Já não me julgo com tanta frequência ou severidade. Passo mais tempo fazendo coisas do que refletindo sobre o que já abordei ou, pior, angustiado com o que ainda não fiz. Eu abri mão de um pouco de controle por um pouco mais de serenidade, o que me proporcionou uma recompensa emocional diária.

Devo confessar que às vezes ainda conto coisas.

Por exemplo, estou bem ciente de que estou fazendo 50 anos. Todos que me conhecem ou que me conhecem de passagem também sabem disso. George, o homem da loja de bebidas. A senhora na fila do supermercado. Qualquer um que se sentar ao meu lado no teatro.
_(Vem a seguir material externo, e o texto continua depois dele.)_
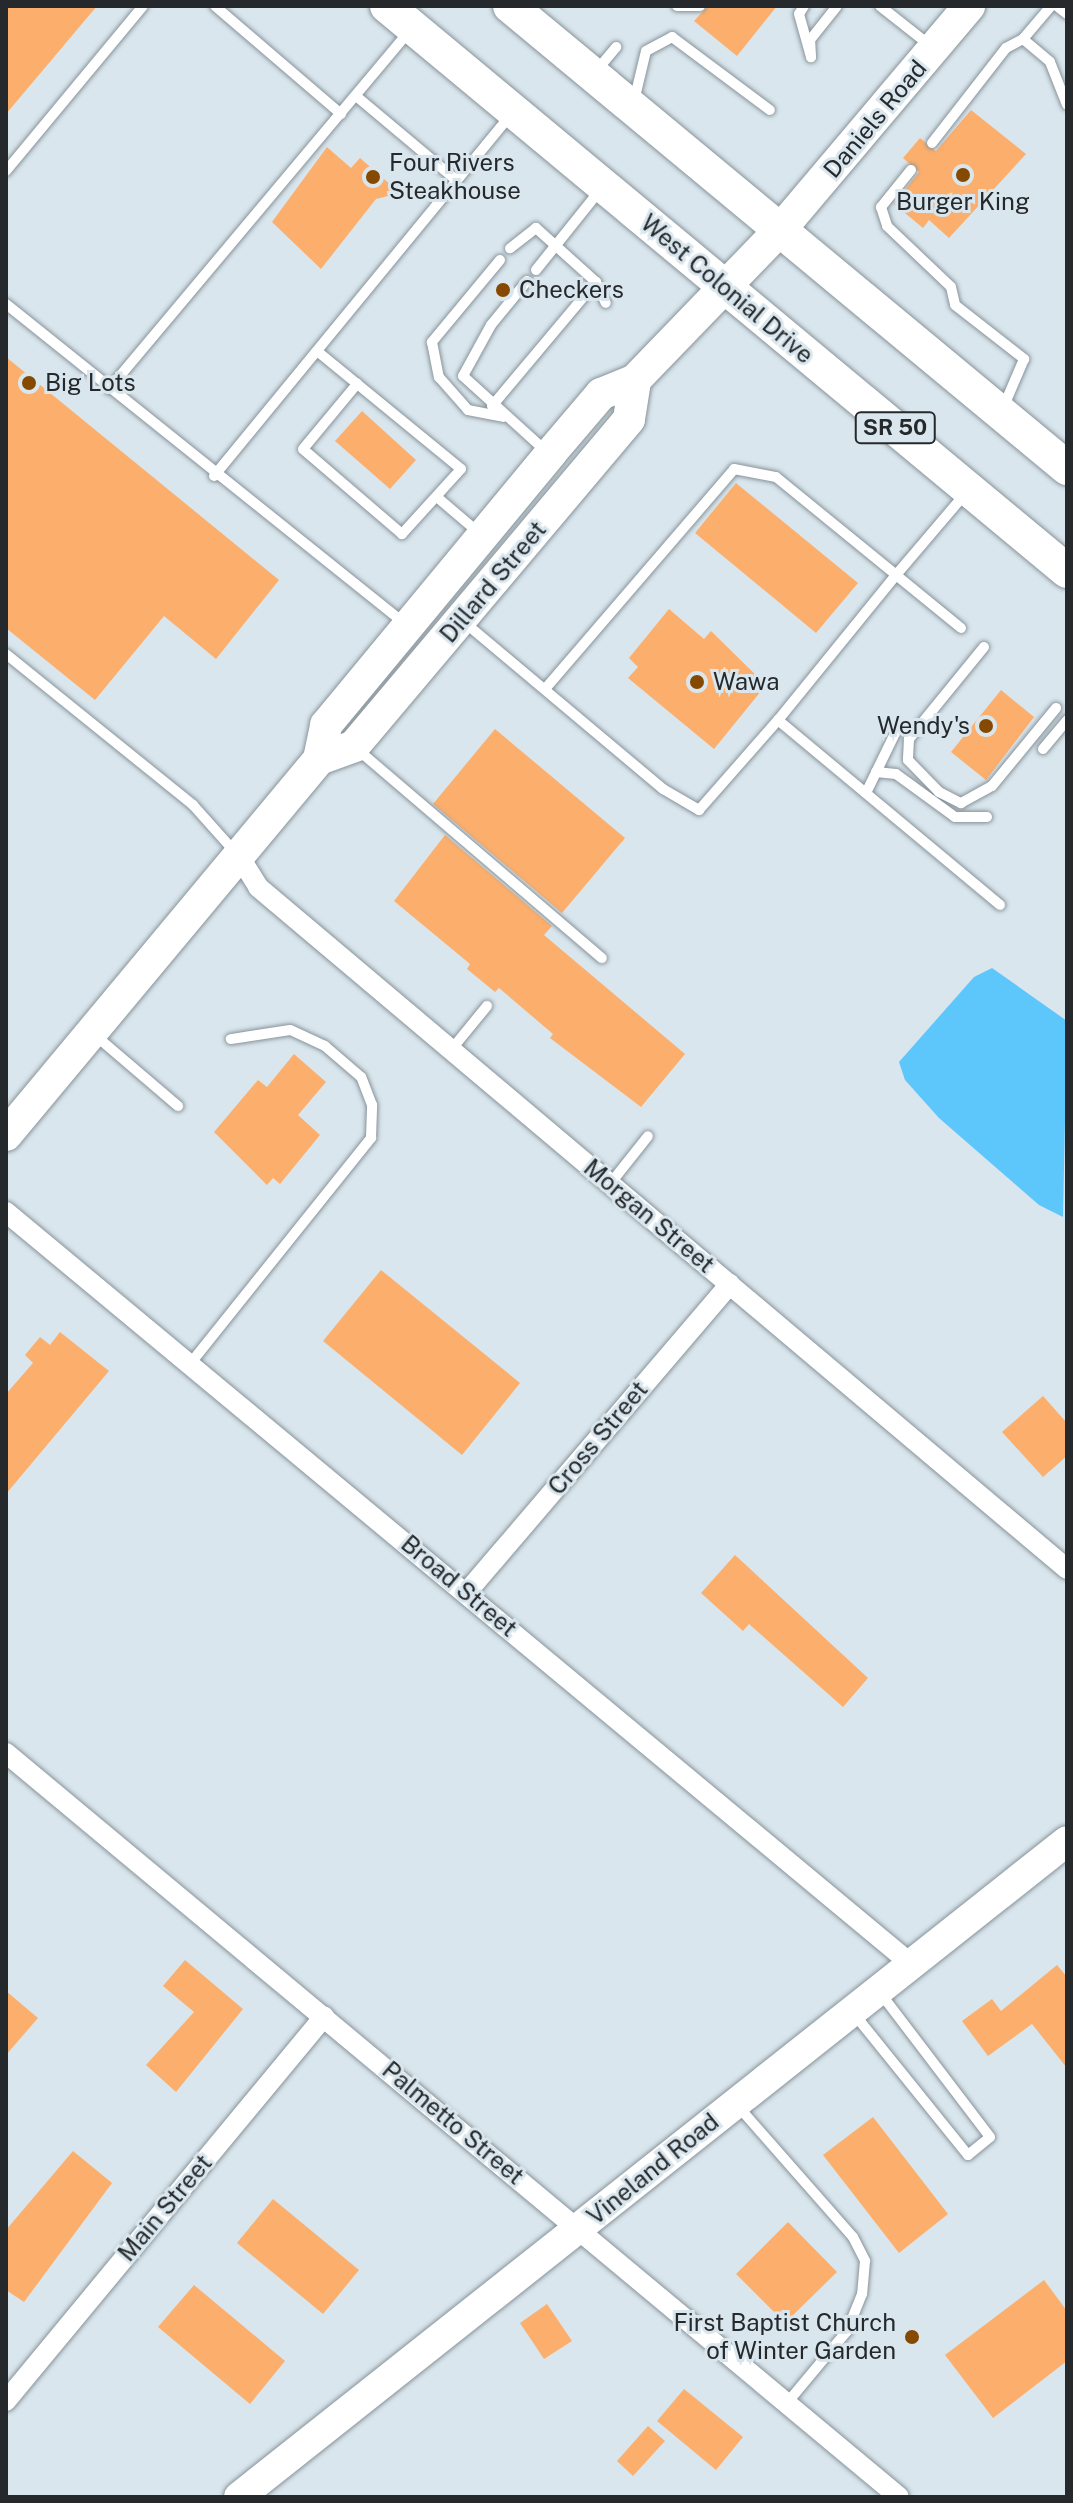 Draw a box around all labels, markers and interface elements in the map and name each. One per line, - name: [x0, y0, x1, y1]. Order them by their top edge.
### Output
- street label: Daniels Road: [817, 54, 933, 184]
- place label: Four Rivers Steakhouse: [389, 149, 521, 205]
- marker: Burger King: [954, 166, 972, 184]
- marker: Four Rivers Steakhouse: [364, 168, 382, 186]
- place label: Burger King: [896, 188, 1030, 216]
- street label: West Colonial Drive: [635, 208, 819, 370]
- place label: Checkers: [519, 276, 624, 304]
- marker: Checkers: [494, 281, 512, 299]
- place label: Big Lots: [45, 369, 136, 397]
- marker: Big Lots: [20, 374, 38, 392]
- road number: SR 50: [853, 410, 937, 446]
- street label: Dillard Street: [434, 515, 552, 649]
- place label: Wawa: [713, 668, 779, 696]
- marker: Wawa: [688, 673, 706, 691]
- place label: Wendy's: [877, 712, 970, 740]
- marker: Wendy's: [977, 717, 995, 735]
- street label: Morgan Street: [578, 1153, 720, 1279]
- street label: Cross Street: [542, 1375, 654, 1501]
- street label: Broad Street: [395, 1529, 523, 1643]
- street label: Palmetto Street: [376, 2055, 530, 2191]
- street label: Vineland Road: [581, 2107, 725, 2231]
- street label: Main Street: [112, 2149, 218, 2267]
- place label: First Baptist Church of Winter Garden: [674, 2309, 896, 2365]
- marker: First Baptist Church of Winter Garden: [903, 2328, 921, 2346]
Estou fazendo 50 anos, eu digo, o que é uma forma de contar, mas é espontâneo! Amigável! Comemorativo! Eu conto quantas vezes dobro a roupa em vez do resto da minha casa, e conto isso em voz alta. Eu compartilho! Eu conheço a sorte que tenho de ter minha família todos os dias, exceto uma quinta-feira, 6 anos e meio atrás. Eu conto quantos jornais leio por dia - três. Mas eu não conto quantas vezes eu acesso os blogs de notícias (eu sou um viciado em Internet, então isso seria uma perda de tempo, contando ou não).

Não tenho vida espiritual, na verdade, mas não contar me deixa tão perto da paz interior quanto uma mãe moderna urbana ansiosa que vive no ano de 2011 pode estar. O que, no meu caso, é conseguido por meio de uma equação matemática simples: sem contar = alívio.

Helen Schulman é o autor do novo romance Esta bela vida ($ 25, amazon.com ), assim como Um dia na praia ($ 13, amazon.com ), P.S. ($ 14, amazon.com ), O Revisionista , e Fora do tempo . Ela mora com sua família na cidade de Nova York.